▸ **PROBLEM STATEMENT**
Every line of the entries below that carries the string "serif" should be copied.

▸ **PROVIDED DATA**

Start of Block

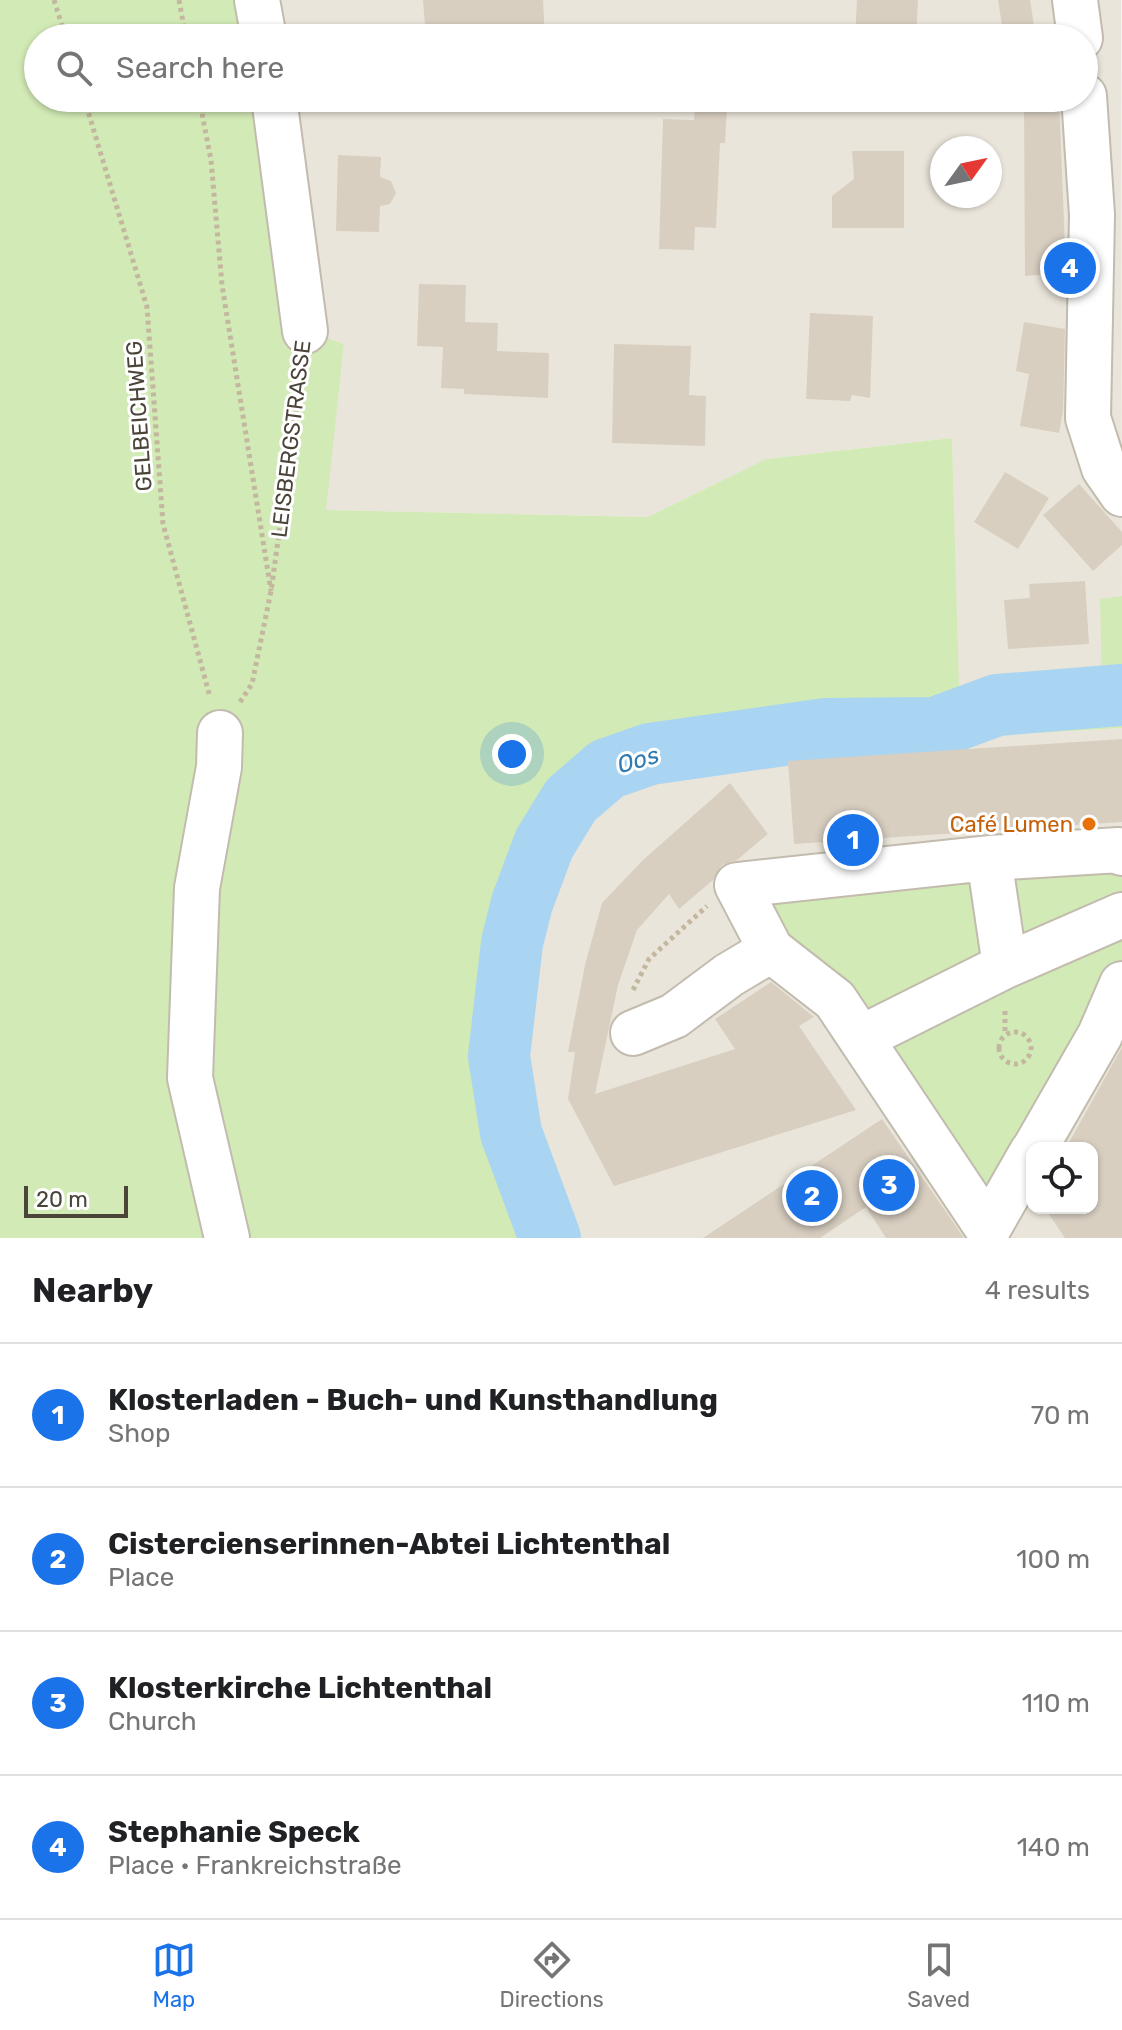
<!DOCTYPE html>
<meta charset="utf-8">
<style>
:root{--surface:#fff;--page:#f6f6f6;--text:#202124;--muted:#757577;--line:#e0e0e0;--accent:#1a73e8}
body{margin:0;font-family:Rubik,sans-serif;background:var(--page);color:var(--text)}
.controls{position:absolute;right:24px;bottom:24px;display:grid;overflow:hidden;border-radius:16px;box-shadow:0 2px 6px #0004}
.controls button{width:72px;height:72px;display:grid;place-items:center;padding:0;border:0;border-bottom:2px solid var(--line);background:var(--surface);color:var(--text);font:40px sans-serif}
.compass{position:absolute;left:930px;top:136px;width:72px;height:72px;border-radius:50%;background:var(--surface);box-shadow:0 2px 6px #0004;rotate:57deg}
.scale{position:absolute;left:24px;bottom:20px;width:104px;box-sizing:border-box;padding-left:8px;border:4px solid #4b4439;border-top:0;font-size:22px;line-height:28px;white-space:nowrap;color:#4b4439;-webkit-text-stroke:6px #fff;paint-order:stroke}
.you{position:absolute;left:512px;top:754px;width:28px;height:28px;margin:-20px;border:6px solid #fff;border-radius:50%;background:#1a73e8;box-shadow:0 0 0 12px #1a73e833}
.badge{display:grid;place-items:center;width:52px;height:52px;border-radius:50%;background:var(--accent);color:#fff;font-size:26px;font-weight:700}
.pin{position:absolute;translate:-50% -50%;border:4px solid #fff;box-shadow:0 2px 8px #0006}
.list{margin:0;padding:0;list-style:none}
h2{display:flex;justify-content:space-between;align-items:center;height:104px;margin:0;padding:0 32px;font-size:34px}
h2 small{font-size:26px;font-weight:400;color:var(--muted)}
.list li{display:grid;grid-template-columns:52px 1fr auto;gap:24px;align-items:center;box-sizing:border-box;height:144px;padding:0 32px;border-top:2px solid var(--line)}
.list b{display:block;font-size:30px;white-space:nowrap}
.list p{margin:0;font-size:26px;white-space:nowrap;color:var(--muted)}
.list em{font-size:26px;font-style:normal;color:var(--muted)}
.icon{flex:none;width:44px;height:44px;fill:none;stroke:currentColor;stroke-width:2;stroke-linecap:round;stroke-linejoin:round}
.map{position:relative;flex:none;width:1122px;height:1238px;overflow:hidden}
.search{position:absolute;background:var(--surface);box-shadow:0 2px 6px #0004;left:24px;right:24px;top:24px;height:88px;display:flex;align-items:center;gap:20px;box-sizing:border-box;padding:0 28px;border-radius:44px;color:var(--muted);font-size:30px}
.sheet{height:680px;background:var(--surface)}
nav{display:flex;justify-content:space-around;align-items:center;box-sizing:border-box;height:112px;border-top:2px solid var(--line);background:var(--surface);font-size:22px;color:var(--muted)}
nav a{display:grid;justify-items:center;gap:4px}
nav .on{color:var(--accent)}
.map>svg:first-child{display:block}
.residential{fill:#eae5da;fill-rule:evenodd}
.green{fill:#d2eab5}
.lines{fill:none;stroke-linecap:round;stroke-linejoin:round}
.river{stroke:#a9d4f2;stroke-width:62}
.building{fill:#d8cfc1}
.minor-casing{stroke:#c2bbae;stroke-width:48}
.path{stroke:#c4b79f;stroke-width:5;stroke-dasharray:4 4;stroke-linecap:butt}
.minor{stroke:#fff;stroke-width:44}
.food-dot{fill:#e8710a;stroke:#fff;stroke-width:3}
.labels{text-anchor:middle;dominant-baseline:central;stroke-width:6;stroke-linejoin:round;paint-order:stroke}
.street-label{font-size:22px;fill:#4b4439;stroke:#fff}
.food-label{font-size:22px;fill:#c56008;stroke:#fff;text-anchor:end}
.water-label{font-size:24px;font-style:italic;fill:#2e7ab2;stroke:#fff}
</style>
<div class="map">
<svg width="1122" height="1238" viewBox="0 0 1122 1238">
<rect width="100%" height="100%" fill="#f6f3ec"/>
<path class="residential" d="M 257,0 L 1121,0 L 1122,681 L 958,691 L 952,438 L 766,459 L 648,517 L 325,510 L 344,344 L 305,331 L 274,98 L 1084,98 L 1084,38 L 264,38 ZM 942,148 L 990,148 L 990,196 L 942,196 Z
M 1122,728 L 1122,1238 L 564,1238 L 524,1133 L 512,1042 L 537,891 L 574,812 L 617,777 L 681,758 L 815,746 ZM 1032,1148 L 1092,1148 L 1092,1208 L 1032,1208 Z"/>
<path class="green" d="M 0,0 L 257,0 L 264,38 L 38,38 L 38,98 L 274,98 L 305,330 L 344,344 L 326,510 L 648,517 L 766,459 L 952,438 L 959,690 L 1102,683 L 1100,599 L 1122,596 L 1122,728 L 815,746 L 681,758 L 617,777 L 574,812 L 537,891 L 512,1042 L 524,1133 L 564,1238 L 0,1238 Z
M 1122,854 L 1122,1048 L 1101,1035 L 988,1229 L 755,889 Z"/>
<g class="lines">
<path class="river" d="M 550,1238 L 511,1133 L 499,1056 L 512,943 L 522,903 L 544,844 L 571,800 L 607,769 L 650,754 L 826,729 L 935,728 L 997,705 L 1122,695"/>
</g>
<path class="building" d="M 423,0 L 543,0 L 545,38 L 426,38 Z
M 857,0 L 918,0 L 916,38 L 855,38 Z
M 998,0 L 1030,0 L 1036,38 L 1004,38 Z
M 1024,98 L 1059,98 L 1066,273 L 1025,276 Z
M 695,107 L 727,108 L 725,143 L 720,143 L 716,228 L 695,227 L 694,250 L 659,249 L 663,119 L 694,120 Z
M 852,151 L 904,151 L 904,228 L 832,228 L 832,196 L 854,179 Z
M 338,155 L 381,157 L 380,177 L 391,181 L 396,193 L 390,204 L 380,206 L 379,232 L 336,231 Z
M 419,284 L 466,285 L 465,322 L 498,323 L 497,351 L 549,353 L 548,398 L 464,394 L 464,389 L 441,388 L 443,347 L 417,346 Z
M 810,313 L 873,316 L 870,398 L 852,395 L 850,401 L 806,399 Z
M 1024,322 L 1065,329 L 1063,411 L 1059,433 L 1020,426 L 1029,374 L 1016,371 Z
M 614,344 L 691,346 L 689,395 L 706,396 L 705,446 L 612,443 Z
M 1005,472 L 1049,498 L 1018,549 L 974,522 Z
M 1079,484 L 1122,532 L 1122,545 L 1093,571 L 1043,515 Z
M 1085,581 L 1089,644 L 1008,649 L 1004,600 L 1030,598 L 1029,584 Z
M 1122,739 L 1122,822 L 794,844 L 788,761 Z
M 730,783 L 768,834 L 737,860 L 722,865 L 713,880 L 679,909 L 669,894 L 637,930 L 618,985 L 595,1094 L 735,1049 L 715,1019 L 771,982 L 814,1017 L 799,1026 L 856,1110 L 614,1186 L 568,1099 L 575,1052 L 568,1052 L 585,965 L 602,903 L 643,860 Z
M 1122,1047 L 1122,1238 L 1065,1238 L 1045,1208 L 1092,1208 L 1092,1148 L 1066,1148 Z
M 882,1119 L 964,1238 L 886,1238 L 866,1207 L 820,1238 L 703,1238 Z"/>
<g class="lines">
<defs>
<path id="minor" d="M 257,0 L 264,38
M 1075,0 L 1080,38
M 1084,96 L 1092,215 L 1088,418 L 1104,468 L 1122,494
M 274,98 L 305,331
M 220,733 L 219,767 L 197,888 L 190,1078 L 227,1238
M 989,858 L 1005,966
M 633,1033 L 674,1016 L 729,975 L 771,950
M 861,1038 L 1005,966 L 1122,915
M 1035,1148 L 1100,1035 L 1122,984
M 1032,1152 L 988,1229 L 835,1000 L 771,950 L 737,885 L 989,858 L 1119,850 L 1122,853"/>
</defs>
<use href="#minor" class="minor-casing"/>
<path class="path" d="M 54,0 L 66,38
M 179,0 L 186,38
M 84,98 L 147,307 L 163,524 L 210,697
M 199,98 L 211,160 L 222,285 L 271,591
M 240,702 L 252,684 L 271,591 L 302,368
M 633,990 L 649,959 L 707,906
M 1005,1011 L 1005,1034
M999 1048a16 16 0 1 1 32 0a16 16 0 1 1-32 0Z"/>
<use href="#minor" class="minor"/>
</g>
<circle class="food-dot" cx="1089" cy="824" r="8"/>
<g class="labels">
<g class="street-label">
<text transform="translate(139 416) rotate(-94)">GELBEICHWEG</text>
<text transform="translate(291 439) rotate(-83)">LEISBERGSTRASSE</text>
</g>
<g class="food-label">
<text x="1073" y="824">Café Lumen</text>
</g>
<g class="water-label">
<text transform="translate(638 760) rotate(-16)">Oos</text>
</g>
</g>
</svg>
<div class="controls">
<button><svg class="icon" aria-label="locate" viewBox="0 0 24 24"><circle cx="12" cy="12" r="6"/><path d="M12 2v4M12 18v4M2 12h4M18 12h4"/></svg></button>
</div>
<svg class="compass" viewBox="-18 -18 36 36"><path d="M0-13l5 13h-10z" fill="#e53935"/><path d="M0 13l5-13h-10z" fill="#757577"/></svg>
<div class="scale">20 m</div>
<div class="you"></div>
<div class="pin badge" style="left:853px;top:840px">1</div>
<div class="pin badge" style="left:812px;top:1196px">2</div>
<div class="pin badge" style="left:889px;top:1185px">3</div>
<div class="pin badge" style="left:1070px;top:268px">4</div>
<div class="search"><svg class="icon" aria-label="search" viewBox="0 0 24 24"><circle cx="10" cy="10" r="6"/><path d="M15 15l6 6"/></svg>Search here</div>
</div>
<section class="sheet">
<h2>Nearby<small>4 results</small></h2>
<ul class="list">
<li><span class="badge">1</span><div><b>Klosterladen - Buch- und Kunsthandlung</b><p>Shop</p></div><em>70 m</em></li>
<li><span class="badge">2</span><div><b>Cistercienserinnen-Abtei Lichtenthal</b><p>Place</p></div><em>100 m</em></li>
<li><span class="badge">3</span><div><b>Klosterkirche Lichtenthal</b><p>Church</p></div><em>110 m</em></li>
<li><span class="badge">4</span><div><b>Stephanie Speck</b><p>Place · Frankreichstraße</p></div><em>140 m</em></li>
</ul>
</section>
<nav>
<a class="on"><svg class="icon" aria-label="map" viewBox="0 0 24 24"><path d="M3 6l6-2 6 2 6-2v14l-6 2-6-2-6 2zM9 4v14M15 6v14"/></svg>Map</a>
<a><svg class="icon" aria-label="directions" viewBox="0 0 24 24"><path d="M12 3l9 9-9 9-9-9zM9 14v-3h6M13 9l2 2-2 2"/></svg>Directions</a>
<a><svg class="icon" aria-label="saved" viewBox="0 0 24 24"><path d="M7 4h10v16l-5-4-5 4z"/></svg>Saved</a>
</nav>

End of Block

▸ **OUTPUT BELOW**
body{margin:0;font-family:Rubik,sans-serif;background:var(--page);color:var(--text)}
.controls button{width:72px;height:72px;display:grid;place-items:center;padding:0;border:0;border-bottom:2px solid var(--line);background:var(--surface);color:var(--text);font:40px sans-serif}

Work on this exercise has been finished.